Exhibit 10.1


      AMENDMENT NO. 6 TO AMENDED AND RESTATED CREDIT AND SECURITY AGREEMENT

         THIS AMENDMENT NO. 6 TO AMENDED AND RESTATED CREDIT AND SECURITY
AGREEMENT (this "Amendment") is entered into as of June 27, 2003, by and among:

                  (1) QUEST DIAGNOSTICS RECEIVABLES INC., a Delaware corporation
         (the "Borrower"),

                  (2) QUEST DIAGNOSTICS INCORPORATED, a Delaware corporation as
         initial servicer (together with the Borrower, the "Loan Parties"),

                  (3) BLUE RIDGE ASSET FUNDING CORPORATION, a Delaware
         corporation, WACHOVIA BANK, NATIONAL ASSOCIATION, in its capacity as a
         Liquidity Bank to Blue Ridge,

                  (4) LA FAYETTE ASSET SECURITIZATION LLC, a Delaware limited
         liability company (together with its successors, "La Fayette"), and
         CREDIT LYONNAIS NEW YORK BRANCH, in its capacity as a Liquidity Bank to
         La Fayette,

                  (5) WACHOVIA BANK, NATIONAL ASSOCIATION, in its capacity as
         agent for the Blue Ridge Group, and CREDIT LYONNAIS NEW YORK BRANCH, in
         its capacity as agent for the Lafayette Group (in such latter capacity,
         together with its successors in such latter capacity, the "La Fayette
         Agent" or a "Co-Agent"), and

                  (6) WACHOVIA BANK, NATIONAL ASSOCIATION, as administrative
         agent for the Blue Ridge Group, the Lafayette Group and the Co-Agents
         (in such capacity, together with any successors thereto in such
         capacity, the "Administrative Agent" and together with each of the
         Co-Agents, the "Agents"),

with respect to that certain Amended and Restated Credit and Security Agreement
dated as of September 28, 2001, by and among the parties hereto other than La
Fayette and the La Fayette Agent (as heretofore amended, the "Existing
Agreement" which, as amended hereby, is hereinafter referred to as the
"Agreement").

         Unless otherwise indicated, capitalized terms used in this Amendment
are used with the meanings attributed thereto in the Existing Agreement.

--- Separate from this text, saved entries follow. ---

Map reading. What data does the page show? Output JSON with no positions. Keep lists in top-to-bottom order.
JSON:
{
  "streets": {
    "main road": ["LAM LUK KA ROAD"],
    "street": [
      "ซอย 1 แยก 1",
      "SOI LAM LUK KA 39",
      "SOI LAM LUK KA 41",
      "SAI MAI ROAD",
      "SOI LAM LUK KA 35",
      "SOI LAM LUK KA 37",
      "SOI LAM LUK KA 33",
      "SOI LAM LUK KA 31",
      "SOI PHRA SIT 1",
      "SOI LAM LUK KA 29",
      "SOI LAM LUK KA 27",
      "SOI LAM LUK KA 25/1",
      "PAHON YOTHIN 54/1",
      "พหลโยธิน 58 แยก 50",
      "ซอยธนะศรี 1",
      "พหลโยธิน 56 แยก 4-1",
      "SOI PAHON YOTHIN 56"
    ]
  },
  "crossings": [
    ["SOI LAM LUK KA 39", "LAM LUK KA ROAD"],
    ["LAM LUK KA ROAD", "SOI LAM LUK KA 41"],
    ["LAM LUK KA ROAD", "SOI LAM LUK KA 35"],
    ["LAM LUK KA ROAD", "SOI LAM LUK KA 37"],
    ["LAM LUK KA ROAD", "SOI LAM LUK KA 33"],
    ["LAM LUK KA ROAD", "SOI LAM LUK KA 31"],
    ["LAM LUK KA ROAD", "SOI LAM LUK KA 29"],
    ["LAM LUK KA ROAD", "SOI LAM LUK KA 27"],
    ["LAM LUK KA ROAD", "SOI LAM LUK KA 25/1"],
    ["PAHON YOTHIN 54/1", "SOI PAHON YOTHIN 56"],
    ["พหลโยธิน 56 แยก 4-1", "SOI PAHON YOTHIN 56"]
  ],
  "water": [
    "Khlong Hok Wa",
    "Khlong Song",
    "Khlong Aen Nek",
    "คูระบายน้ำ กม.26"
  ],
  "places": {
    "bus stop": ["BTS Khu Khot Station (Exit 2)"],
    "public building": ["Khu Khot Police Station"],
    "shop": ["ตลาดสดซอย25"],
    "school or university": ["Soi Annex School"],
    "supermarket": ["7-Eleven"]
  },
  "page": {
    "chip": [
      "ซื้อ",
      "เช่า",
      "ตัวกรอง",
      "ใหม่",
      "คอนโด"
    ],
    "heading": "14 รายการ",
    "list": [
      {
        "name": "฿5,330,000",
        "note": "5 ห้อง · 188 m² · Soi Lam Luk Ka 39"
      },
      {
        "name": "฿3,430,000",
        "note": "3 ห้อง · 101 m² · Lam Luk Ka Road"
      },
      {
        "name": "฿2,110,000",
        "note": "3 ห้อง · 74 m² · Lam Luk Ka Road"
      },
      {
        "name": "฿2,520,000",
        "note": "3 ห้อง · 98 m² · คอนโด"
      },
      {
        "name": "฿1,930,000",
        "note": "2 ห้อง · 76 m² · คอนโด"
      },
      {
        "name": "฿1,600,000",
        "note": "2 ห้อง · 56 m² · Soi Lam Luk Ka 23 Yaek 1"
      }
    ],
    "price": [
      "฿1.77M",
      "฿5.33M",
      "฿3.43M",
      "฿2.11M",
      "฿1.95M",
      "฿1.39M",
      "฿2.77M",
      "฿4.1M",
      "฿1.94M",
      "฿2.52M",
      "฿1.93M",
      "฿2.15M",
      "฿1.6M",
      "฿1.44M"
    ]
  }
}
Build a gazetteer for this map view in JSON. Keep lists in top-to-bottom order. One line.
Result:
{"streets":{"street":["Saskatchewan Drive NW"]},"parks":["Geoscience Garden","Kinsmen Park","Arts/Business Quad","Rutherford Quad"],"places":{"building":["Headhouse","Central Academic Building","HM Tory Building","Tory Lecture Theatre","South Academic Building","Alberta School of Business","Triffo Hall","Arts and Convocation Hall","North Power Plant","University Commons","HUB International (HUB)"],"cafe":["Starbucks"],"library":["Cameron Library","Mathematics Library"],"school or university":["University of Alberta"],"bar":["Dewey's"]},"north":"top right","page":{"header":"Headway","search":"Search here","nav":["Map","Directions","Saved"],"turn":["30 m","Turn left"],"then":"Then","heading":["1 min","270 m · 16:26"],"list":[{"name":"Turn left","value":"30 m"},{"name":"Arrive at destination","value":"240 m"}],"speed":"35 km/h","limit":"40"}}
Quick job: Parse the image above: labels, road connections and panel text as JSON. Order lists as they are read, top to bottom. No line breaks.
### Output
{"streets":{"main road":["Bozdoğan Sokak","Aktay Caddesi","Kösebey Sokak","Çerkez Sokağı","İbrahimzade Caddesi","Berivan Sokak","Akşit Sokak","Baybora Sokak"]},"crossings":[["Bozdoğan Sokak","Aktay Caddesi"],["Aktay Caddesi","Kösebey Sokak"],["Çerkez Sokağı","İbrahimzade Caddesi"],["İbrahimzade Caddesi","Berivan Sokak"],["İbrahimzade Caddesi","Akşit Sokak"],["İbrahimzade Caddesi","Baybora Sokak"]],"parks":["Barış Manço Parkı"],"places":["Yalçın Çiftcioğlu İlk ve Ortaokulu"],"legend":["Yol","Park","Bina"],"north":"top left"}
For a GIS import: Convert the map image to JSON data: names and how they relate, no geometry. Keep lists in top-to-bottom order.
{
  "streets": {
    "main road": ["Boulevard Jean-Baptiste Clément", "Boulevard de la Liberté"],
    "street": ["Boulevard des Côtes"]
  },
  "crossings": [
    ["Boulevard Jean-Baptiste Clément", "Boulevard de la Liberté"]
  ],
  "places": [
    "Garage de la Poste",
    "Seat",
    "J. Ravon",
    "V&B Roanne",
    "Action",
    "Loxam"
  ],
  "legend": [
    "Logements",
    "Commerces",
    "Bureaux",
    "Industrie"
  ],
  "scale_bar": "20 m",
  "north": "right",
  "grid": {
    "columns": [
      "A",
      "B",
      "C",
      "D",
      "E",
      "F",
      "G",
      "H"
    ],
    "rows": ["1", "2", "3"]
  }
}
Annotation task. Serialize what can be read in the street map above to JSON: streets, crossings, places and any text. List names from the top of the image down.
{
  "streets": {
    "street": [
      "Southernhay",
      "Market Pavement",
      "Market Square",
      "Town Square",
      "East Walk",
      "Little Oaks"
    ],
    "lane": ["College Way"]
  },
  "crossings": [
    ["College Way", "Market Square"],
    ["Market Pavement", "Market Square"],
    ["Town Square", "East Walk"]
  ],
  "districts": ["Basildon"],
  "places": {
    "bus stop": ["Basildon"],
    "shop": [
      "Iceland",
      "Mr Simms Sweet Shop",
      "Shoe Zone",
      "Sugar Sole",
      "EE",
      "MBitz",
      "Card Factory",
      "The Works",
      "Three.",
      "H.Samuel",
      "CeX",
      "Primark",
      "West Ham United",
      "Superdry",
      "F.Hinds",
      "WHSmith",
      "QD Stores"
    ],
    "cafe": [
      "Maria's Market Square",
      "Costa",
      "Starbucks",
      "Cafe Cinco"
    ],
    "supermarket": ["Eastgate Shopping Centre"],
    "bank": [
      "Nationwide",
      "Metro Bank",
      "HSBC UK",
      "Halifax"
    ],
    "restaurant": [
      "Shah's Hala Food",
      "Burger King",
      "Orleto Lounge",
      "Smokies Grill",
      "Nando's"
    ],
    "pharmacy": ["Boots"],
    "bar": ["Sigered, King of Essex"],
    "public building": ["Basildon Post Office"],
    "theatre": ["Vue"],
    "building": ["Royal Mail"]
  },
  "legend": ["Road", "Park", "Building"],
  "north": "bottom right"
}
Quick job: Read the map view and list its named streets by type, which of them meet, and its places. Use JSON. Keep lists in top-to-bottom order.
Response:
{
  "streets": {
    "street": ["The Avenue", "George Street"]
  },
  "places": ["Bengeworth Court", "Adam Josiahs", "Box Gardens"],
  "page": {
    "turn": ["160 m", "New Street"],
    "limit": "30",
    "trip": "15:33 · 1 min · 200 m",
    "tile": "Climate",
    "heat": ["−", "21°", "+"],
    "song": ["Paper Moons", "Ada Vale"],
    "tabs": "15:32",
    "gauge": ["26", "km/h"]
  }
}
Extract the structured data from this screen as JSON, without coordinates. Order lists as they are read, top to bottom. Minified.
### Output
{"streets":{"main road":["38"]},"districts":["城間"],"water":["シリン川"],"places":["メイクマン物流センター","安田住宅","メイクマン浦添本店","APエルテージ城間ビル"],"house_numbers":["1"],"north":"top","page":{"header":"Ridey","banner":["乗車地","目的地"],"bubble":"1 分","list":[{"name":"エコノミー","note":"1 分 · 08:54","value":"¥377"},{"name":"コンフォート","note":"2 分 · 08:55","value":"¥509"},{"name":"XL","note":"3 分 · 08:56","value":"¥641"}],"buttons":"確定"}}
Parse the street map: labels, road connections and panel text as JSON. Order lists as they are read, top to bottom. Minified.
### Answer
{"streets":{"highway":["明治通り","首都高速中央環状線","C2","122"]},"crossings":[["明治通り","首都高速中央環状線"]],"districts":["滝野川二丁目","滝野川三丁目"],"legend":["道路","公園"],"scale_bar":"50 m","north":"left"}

                              W I T N E S S E T H :

         WHEREAS, the parties hereto desire to amend the Existing Agreement as
     hereinafter set forth;

         NOW, THEREFORE, in consideration of the premises and the mutual
agreements herein contained, the parties hereto hereby agree as follows:








                  1. Amendments to Existing Agreement. Subject to the terms and
conditions hereinafter set forth, the parties hereby agree to amend the Existing
Agreement as follows:

                  1.1. The following definition in Annex A to the Existing
Agreement is hereby amended and restated in its entirety to read as follows:

                  "Scheduled Termination Date" means, as to each Liquidity Bank,
         the earlier to occur of April 21, 2004 and the date on which its
         Liquidity Commitment terminates in accordance with the Liquidity
         Agreement to which it is a party, in either of the foregoing cases,
         unless extended by agreement of such Liquidity Bank in accordance with
         Section 1.8.

                  1.2. Sections 10.1(f), (g) and (h) of the Existing Agreement
         are hereby amended and restated in their entirety to read,
         respectively, as follows:

                  (f) The four-calendar month rolling average Contraction Ratio
         at any Cut-Off Date exceeds 9.00%.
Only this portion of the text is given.